The first time I tried this, I tackled Anna Karenina. If you’re looking for a long summer read, this is a great one. Romance and betrayal and beautiful descriptions. In addition to the plot of the book, I have a very visual recollection of this book: summers in an elaborate villa, winters in the city, labouring in the fields and seeing and being seen at a horse race – all of which somehow appeal to me in the mindset of summer. I actually read this again several summers later.
Some of my summer classic reads have been less epic, but no less wonderful. A few years ago I read Nella Larsen’s slim Harlem Renaissance classic Passing
in just a few days. Simple on the surface, this is a compelling novel of race relations and human experience. Another slim summer classic that is also set in the 1920s is the Great Gatsby
. A very different side of American culture than that depicted in Larsen’s book, but another strong critique of American culture at the time. In both books the setting jumps off the page – including the heat of Chicago and New York in the American summer.

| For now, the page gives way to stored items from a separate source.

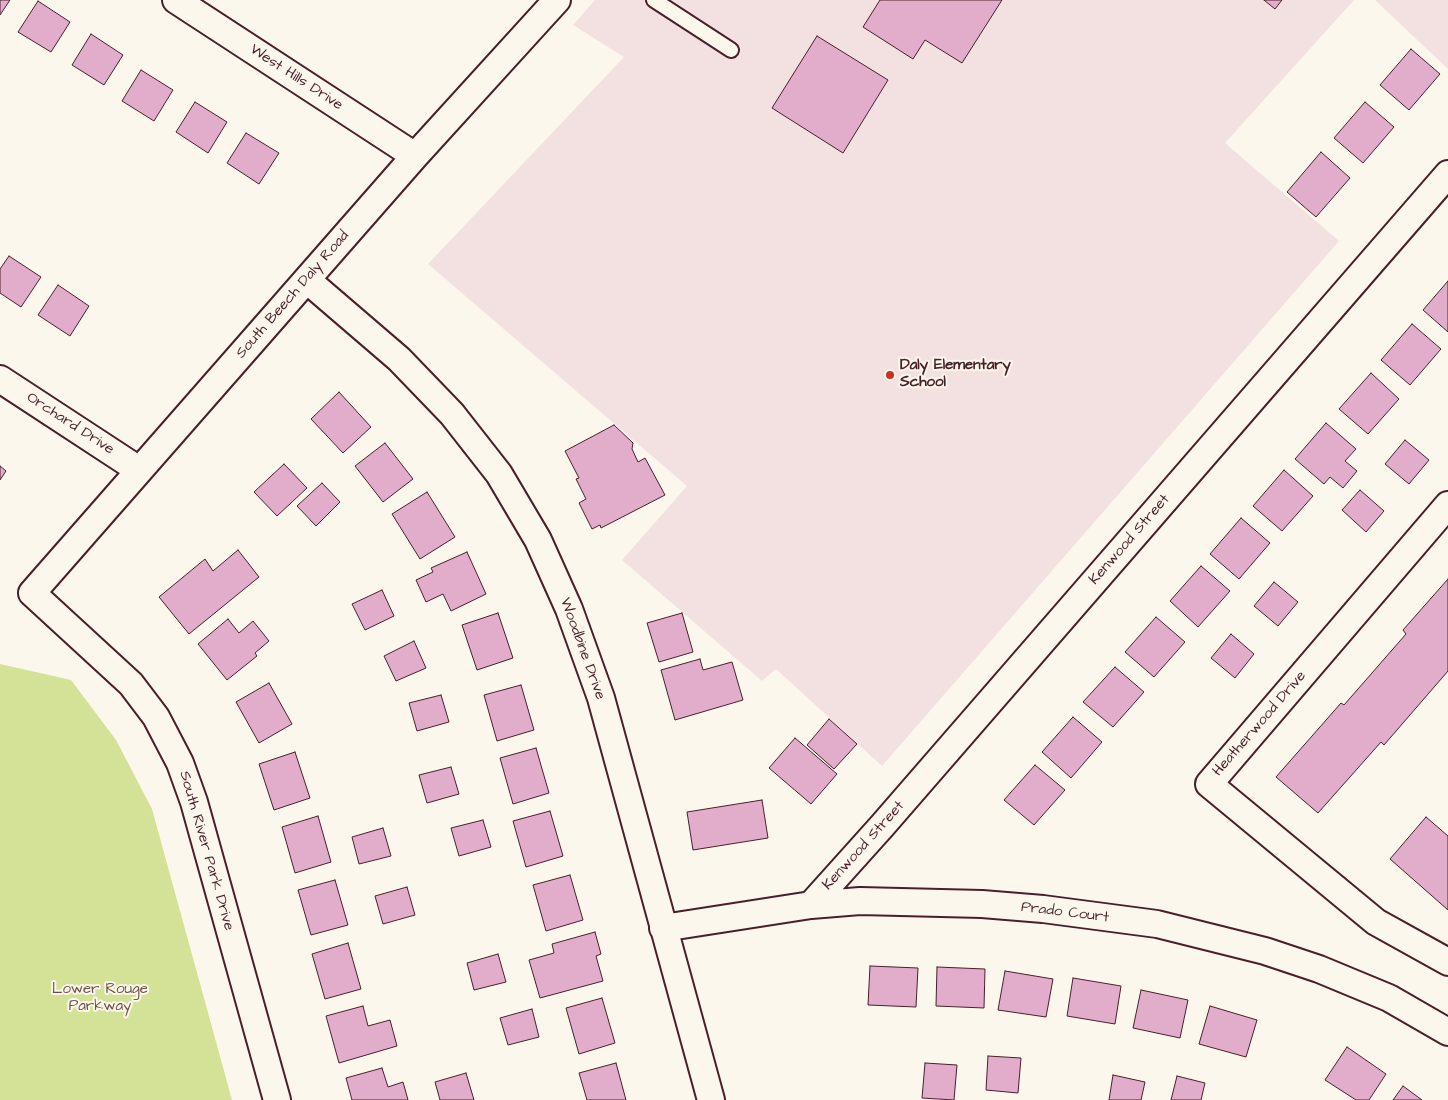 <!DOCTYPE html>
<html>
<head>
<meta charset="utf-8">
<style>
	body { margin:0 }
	canvas { display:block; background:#fbf7ec }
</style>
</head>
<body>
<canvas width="1448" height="1100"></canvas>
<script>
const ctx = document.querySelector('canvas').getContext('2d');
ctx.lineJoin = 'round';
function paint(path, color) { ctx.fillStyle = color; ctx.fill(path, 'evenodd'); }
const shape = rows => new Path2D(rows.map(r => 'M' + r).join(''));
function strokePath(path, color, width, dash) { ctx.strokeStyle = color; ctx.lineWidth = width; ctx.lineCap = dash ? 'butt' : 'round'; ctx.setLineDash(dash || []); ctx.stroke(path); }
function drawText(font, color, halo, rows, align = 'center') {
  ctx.font = font + ' "Architects Daughter",sans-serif'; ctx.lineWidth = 4; ctx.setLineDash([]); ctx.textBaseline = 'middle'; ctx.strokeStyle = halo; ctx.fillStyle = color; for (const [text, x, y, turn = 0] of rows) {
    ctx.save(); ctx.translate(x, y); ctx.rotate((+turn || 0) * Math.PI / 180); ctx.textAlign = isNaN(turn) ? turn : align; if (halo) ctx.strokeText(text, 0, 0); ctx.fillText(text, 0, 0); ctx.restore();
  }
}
paint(shape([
	[595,0,1354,0,1225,143,1339,241,882,766,776,669,762,681,622,560,687,486,428,264,624,57,573,25],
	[1375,0,1448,0,1448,69]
]), '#f3e1e2');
paint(shape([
	[0,664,71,680,116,740,152,809,232,1100,0,1100]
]), '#d3e296');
const building = shape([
	[0,0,10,0,0,15,0,0],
	[880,0,1002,0,962,63,925,40,913,59,863,27,880,0],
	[1264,0,1282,0,1275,9,1264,0],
	[38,1,70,22,51,52,18,32,38,1],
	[91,34,123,55,104,85,72,65,91,34],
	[817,36,888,80,843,153,772,108,817,36],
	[1411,49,1440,74,1409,110,1380,85,1411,49],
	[141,70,173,90,154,121,122,101,141,70],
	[195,102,227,122,208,153,176,132,195,102],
	[1365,102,1394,127,1363,163,1334,138,1365,102],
	[246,133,279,153,259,184,227,163,246,133],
	[1321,152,1350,178,1316,217,1287,192,1321,152],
	[9,256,41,277,21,307,0,293,0,269,9,256],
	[1448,281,1448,332,1423,310,1448,281],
	[58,285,89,306,70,336,38,315,58,285],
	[1412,324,1441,349,1410,385,1381,360,1412,324],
	[1371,373,1399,399,1368,434,1339,409,1371,373],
	[339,392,371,427,343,453,311,419,339,392],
	[1326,423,1356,449,1345,461,1357,471,1343,488,1330,477,1324,484,1295,459,1326,423],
	[614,425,633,443,632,449,638,462,645,458,665,495,601,528,600,525,592,529,579,503,586,499,576,479,579,478,565,451,614,425],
	[1405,440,1429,460,1409,484,1385,464,1405,440],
	[385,443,413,479,383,502,355,466,385,443],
	[284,464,307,488,277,516,254,492,284,464],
	[0,466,6,471,0,480,0,466],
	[1284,470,1313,496,1282,531,1253,506,1284,470],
	[322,483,340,502,316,526,297,506,322,483],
	[1360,490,1384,511,1366,532,1342,510,1360,490],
	[427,492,455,537,420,559,392,514,427,492],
	[1241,518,1270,543,1239,579,1210,554,1241,518],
	[238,550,259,577,189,634,159,597,205,559,213,571,238,550],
	[467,552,486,594,451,611,443,594,426,602,416,580,433,572,431,568,467,552],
	[1201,566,1230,591,1198,627,1170,601,1201,566],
	[1448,579,1448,671,1384,745,1381,742,1318,813,1276,777,1341,703,1344,705,1406,634,1403,630,1448,579],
	[1274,582,1298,602,1278,626,1254,606,1274,582],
	[382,590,394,616,365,630,352,604,382,590],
	[498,613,513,658,477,670,462,625,498,613],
	[682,613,693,652,659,662,647,623,682,613],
	[1156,617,1185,642,1154,677,1125,652,1156,617],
	[228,619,239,633,253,621,269,641,255,653,257,656,227,680,198,644,228,619],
	[1231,634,1254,654,1235,678,1211,658,1231,634],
	[414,641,426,668,396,681,384,656,414,641],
	[700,659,703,670,732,662,743,700,675,720,661,670,700,659],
	[1115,667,1144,692,1113,727,1083,702,1115,667],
	[269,683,292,724,259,743,236,702,269,683],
	[521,685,534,730,497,741,484,695,521,685],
	[441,695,449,722,417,731,409,703,441,695],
	[1073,717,1102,742,1071,778,1042,752,1073,717],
	[829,719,857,744,834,769,807,745,829,719],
	[795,738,837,774,811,804,769,768,795,738],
	[536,748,549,793,513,804,500,758,536,748],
	[295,752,310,798,274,810,259,764,295,752],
	[1035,765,1065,790,1034,825,1004,800,1035,765],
	[451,767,459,794,427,803,419,775,451,767],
	[762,800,768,838,693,850,687,812,762,800],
	[550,811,563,856,526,867,513,821,550,811],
	[318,816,331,862,295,873,282,827,318,816],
	[1426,817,1448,836,1448,910,1390,859,1426,817],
	[483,820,491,847,459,856,451,828,483,820],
	[383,828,391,856,359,864,352,837,383,828],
	[570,875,583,920,546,931,533,885,570,875],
	[335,880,348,925,311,935,298,890,335,880],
	[407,887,415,915,383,924,375,896,407,887],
	[595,932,601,954,596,956,603,981,540,998,529,960,554,953,552,944,595,932],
	[348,943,361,989,325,999,312,954,348,943],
	[498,954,506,982,474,990,467,963,498,954],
	[870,966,918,968,916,1007,868,1005,870,966],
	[937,967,985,969,984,1008,936,1006,937,967],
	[1005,971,1053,979,1046,1017,998,1010,1005,971],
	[1073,978,1121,986,1115,1024,1067,1016,1073,978],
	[1141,990,1188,1000,1180,1038,1133,1028,1141,990],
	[602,998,615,1043,579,1054,566,1008,602,998],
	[363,1006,368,1026,390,1020,397,1046,339,1063,326,1016,363,1006],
	[1210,1006,1257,1020,1246,1057,1199,1044,1210,1006],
	[532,1009,539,1037,508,1045,500,1018,532,1009],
	[1347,1047,1386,1074,1369,1100,1356,1100,1325,1080,1347,1047],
	[988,1056,1021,1058,1018,1093,986,1090,988,1056],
	[616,1063,626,1100,587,1100,579,1073,616,1063],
	[925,1063,957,1065,954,1100,922,1098,925,1063],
	[382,1068,388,1087,403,1082,408,1100,352,1100,346,1078,382,1068],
	[466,1073,474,1100,440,1100,435,1082,466,1073],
	[1113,1075,1145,1082,1141,1100,1109,1100,1113,1075],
	[1177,1076,1205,1083,1201,1100,1171,1100,1177,1076],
	[1403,1086,1422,1100,1393,1100,1403,1086]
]);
paint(building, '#e1adca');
strokePath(building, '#4a1f2b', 1);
const lane = shape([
	[654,0,731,50]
]);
const street = shape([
	[176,0,415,156],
	[307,280,399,359,452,414,499,474,538,540,569,609,601,698,711,1100],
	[0,379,139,470],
	[1448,505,1209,784,1376,922,1448,962],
	[811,905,882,826,1448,174],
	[663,928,811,905,860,901,982,904,1043,909,1157,924,1265,951,1319,969,1389,998,1448,1032],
	[277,1100,194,802,180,763,156,717,131,684,32,593,415,156,557,0]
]);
strokePath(lane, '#4a1f2b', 18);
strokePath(street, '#4a1f2b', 30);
strokePath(lane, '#fbf7ec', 14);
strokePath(street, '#fbf7ec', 26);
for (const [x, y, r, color] of [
	[890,375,5,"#c8321e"]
]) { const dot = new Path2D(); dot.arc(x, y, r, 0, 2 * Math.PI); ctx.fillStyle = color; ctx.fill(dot); strokePath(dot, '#fbf7ec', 2); }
drawText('15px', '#4a1f2b', '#fbf7ec', [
	["West Hills Drive",296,78,33],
	["South Beech Daly Road",293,295,-49],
	["Orchard Drive",70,424,33],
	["Kenwood Street",1130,540,-49],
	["Woodbine Drive",582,649,70],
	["Heatherwood Drive",1260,724,-49],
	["Kenwood Street",864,846,-48],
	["South River Park Drive",206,851,74],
	["Prado Court",1065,913,7]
]);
drawText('bold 15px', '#4a1f2b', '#fbf7ec', [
	["Daly Elementary",900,366],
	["School",900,383]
], 'left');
drawText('15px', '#6c5046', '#fbf7ec', [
	["Lower Rouge",100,990],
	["Parkway",100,1007]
]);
</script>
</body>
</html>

A classic novel that I’ve recommended to an ever growing list of people (many of whom read it in the summer) is The Woman in White
. This is a great book for people who think that classic novels are too slow. It’s a mystery, told in various voices and quite a page-turner for a Victorian novel. It’s one of my favourite classic novels.

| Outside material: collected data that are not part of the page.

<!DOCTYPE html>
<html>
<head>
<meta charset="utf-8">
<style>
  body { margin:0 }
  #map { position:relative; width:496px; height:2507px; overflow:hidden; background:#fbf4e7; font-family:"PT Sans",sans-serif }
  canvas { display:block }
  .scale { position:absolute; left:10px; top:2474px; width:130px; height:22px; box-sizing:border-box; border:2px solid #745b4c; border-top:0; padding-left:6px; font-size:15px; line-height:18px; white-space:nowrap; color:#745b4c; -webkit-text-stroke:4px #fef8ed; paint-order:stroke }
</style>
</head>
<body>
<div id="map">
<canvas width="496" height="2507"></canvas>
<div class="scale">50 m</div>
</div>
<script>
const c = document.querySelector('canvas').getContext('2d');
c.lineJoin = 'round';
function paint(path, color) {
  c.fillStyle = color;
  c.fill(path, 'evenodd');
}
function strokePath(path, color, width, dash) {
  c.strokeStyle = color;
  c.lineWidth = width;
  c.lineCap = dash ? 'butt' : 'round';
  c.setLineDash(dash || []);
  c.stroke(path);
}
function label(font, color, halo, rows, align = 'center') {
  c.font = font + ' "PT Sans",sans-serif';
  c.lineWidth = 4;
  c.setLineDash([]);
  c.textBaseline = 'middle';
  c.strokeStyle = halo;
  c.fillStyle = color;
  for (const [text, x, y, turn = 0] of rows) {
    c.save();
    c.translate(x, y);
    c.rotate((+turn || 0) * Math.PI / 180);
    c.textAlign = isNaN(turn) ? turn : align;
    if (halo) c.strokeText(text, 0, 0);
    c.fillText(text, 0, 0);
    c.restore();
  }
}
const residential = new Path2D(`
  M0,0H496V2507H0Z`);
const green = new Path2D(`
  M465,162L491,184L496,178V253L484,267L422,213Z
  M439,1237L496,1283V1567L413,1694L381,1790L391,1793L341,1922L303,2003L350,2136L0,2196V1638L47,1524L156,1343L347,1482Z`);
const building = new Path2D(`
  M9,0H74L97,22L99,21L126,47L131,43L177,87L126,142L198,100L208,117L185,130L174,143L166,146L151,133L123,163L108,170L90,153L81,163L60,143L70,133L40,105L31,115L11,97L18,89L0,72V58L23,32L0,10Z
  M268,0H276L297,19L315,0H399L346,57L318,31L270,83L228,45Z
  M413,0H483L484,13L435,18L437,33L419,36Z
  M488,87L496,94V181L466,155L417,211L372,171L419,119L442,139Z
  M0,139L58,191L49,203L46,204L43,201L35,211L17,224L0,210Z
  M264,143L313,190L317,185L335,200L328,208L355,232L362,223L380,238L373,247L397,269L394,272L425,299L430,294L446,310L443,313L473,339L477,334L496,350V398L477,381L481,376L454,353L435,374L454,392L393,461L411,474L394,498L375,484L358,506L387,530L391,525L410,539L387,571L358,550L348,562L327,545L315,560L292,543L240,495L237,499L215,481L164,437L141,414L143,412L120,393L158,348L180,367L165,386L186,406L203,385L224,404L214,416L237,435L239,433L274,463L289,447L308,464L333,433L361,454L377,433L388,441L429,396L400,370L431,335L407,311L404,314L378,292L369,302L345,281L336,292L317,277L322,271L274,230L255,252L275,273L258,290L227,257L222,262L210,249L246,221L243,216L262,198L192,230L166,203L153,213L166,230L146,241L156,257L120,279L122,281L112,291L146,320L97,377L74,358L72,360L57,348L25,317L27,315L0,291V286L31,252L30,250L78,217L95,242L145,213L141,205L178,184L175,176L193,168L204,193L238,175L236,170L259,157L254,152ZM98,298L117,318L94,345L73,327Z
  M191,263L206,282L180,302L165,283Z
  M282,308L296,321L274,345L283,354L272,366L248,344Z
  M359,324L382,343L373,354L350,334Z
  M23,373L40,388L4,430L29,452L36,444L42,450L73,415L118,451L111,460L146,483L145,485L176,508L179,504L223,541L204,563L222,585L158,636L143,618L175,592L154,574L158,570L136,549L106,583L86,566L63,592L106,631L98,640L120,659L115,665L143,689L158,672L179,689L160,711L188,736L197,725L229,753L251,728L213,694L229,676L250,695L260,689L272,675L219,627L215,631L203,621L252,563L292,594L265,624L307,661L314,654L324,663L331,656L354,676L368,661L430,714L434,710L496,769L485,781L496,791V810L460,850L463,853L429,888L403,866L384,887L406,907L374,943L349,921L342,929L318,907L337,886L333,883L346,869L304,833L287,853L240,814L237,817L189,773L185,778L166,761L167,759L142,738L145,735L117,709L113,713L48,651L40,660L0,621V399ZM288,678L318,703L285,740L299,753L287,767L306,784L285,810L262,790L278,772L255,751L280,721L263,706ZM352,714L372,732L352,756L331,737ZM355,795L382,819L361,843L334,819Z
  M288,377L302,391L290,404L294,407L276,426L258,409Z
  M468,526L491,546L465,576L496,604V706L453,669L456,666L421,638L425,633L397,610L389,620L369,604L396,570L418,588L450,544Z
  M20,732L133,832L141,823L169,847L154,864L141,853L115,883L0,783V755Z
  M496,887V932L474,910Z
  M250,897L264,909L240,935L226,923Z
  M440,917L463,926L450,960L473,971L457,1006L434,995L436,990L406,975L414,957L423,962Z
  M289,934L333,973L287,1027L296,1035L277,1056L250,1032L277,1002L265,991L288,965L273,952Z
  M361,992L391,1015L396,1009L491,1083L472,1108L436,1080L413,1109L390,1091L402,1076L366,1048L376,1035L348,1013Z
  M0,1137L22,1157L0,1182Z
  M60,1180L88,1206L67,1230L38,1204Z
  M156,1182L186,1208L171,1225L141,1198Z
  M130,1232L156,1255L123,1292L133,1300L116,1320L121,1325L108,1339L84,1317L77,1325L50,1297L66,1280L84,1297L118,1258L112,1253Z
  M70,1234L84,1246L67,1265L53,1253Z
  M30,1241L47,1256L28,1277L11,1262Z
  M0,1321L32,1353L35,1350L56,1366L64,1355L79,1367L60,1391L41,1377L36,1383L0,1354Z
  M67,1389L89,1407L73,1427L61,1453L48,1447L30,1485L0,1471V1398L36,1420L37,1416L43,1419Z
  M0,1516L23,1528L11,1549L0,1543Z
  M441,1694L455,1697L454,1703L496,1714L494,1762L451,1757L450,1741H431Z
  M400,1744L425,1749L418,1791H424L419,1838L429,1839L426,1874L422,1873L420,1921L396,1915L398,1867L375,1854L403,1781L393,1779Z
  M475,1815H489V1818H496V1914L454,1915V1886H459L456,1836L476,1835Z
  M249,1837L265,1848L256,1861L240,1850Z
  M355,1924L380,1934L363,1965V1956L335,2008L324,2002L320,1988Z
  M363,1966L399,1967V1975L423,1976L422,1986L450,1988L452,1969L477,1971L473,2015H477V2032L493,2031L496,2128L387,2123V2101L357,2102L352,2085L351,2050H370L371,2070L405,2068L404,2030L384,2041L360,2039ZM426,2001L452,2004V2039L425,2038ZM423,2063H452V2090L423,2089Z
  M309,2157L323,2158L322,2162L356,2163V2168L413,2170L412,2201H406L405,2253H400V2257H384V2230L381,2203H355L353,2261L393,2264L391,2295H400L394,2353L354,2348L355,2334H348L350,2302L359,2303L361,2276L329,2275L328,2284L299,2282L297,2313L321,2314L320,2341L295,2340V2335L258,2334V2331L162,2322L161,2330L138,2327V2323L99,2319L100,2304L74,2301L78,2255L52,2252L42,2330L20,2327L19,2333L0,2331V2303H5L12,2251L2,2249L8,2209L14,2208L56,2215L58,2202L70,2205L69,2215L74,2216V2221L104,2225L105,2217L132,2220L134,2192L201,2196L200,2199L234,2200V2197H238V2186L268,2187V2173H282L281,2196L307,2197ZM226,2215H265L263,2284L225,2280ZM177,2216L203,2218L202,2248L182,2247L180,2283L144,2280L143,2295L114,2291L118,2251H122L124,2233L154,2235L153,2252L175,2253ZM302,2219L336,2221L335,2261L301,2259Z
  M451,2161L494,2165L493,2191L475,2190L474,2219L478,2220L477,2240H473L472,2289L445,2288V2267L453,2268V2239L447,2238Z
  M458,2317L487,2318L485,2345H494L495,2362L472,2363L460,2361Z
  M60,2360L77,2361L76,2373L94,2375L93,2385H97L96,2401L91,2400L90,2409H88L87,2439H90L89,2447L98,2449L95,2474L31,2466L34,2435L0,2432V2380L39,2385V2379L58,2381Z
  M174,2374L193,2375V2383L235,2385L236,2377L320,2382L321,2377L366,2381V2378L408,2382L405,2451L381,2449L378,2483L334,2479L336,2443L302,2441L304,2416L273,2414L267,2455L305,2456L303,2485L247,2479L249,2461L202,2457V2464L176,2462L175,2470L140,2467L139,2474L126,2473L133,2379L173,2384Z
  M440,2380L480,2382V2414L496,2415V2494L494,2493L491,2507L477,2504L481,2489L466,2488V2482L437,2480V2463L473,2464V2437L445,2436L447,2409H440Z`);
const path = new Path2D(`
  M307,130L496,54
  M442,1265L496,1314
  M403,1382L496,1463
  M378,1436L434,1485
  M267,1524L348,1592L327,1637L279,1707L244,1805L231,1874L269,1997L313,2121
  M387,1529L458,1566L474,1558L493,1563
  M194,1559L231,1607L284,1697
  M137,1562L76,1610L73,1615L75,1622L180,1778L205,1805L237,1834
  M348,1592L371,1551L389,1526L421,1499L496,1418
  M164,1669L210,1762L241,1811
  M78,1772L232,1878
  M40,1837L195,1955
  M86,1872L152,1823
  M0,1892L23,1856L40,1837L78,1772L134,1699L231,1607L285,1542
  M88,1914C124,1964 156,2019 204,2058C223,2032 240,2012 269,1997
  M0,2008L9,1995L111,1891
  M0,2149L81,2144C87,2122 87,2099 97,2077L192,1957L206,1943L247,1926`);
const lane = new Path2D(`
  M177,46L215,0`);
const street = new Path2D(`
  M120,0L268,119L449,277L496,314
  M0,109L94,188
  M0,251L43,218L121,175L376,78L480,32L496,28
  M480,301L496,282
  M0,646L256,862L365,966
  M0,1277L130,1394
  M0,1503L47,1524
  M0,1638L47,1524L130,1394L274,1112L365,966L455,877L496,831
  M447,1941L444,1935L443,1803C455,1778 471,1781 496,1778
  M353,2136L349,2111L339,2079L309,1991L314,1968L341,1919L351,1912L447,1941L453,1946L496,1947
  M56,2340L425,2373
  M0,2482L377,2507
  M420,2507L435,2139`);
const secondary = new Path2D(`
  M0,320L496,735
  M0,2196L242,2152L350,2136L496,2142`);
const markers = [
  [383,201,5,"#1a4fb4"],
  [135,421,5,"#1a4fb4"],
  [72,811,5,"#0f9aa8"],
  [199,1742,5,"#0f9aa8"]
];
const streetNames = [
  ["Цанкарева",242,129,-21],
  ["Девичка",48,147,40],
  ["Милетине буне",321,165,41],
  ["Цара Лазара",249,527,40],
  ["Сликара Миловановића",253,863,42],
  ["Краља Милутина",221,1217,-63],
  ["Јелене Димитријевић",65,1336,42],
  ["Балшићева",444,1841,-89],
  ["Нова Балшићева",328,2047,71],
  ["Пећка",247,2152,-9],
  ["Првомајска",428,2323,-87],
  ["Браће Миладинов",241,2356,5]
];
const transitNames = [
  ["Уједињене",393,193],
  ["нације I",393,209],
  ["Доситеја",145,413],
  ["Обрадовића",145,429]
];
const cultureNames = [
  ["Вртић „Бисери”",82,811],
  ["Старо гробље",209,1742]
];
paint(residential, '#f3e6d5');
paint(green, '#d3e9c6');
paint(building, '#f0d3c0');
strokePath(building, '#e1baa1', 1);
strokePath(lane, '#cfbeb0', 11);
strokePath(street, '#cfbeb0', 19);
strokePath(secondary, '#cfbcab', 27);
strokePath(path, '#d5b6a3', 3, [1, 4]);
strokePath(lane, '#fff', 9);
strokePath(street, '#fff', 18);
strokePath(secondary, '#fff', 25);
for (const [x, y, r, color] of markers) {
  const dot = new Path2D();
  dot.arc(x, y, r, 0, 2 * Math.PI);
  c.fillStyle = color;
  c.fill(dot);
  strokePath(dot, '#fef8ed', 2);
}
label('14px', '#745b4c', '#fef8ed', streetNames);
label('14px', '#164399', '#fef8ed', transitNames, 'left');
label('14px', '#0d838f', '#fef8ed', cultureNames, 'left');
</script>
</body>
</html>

I will also admit that my attempts at reading classics in the summer are not always successful. Last summer, some friends and I formed a book club to read Ulysses
. I got about 100 pages in and just couldn’t go any further. I liked the flow of the writing, but I had no idea what was going on. In the time since, however, I’ve discovered a book called The New Bloomsday Book
, which is described as “a crystal clear, line by line running commentary on the plot of James Joyce’s Ulysses which illuminates many symbolic themes and literary structures along the way.” Sounds like just what I needed (and the members of my book club too, I pretty sure only 1 of the 6 of us finished).
This summer I am determined to finish Infinite Jest
by David Foster Wallace and apparently I’m not alone. A friend just sent me an email to the website Infinite Summer
, which is a blog that is trying to encourage to read Infinite Jest this summer – complete with suggested reading schedule (don’t worry, you’re only a little behind!) Although only slightly over 10 years old, the novel is already considered a classic of post-modernism (or post-post-modernism, depending on who you ask) which Kirkus reviews described as a “raucous, Falstaffian, deadly serious vision of a cartwheeling culture in the self-pleasuring throes of self-destruction…”It’s very ambitious, very convoluted and very, very funny and I’m excited to see it through to the end.
Oh, and back to the start of this post. If you want to join along with Oprah’s producer and her summer book club, they are reading Middlemarch, the classic novel of British provincial life.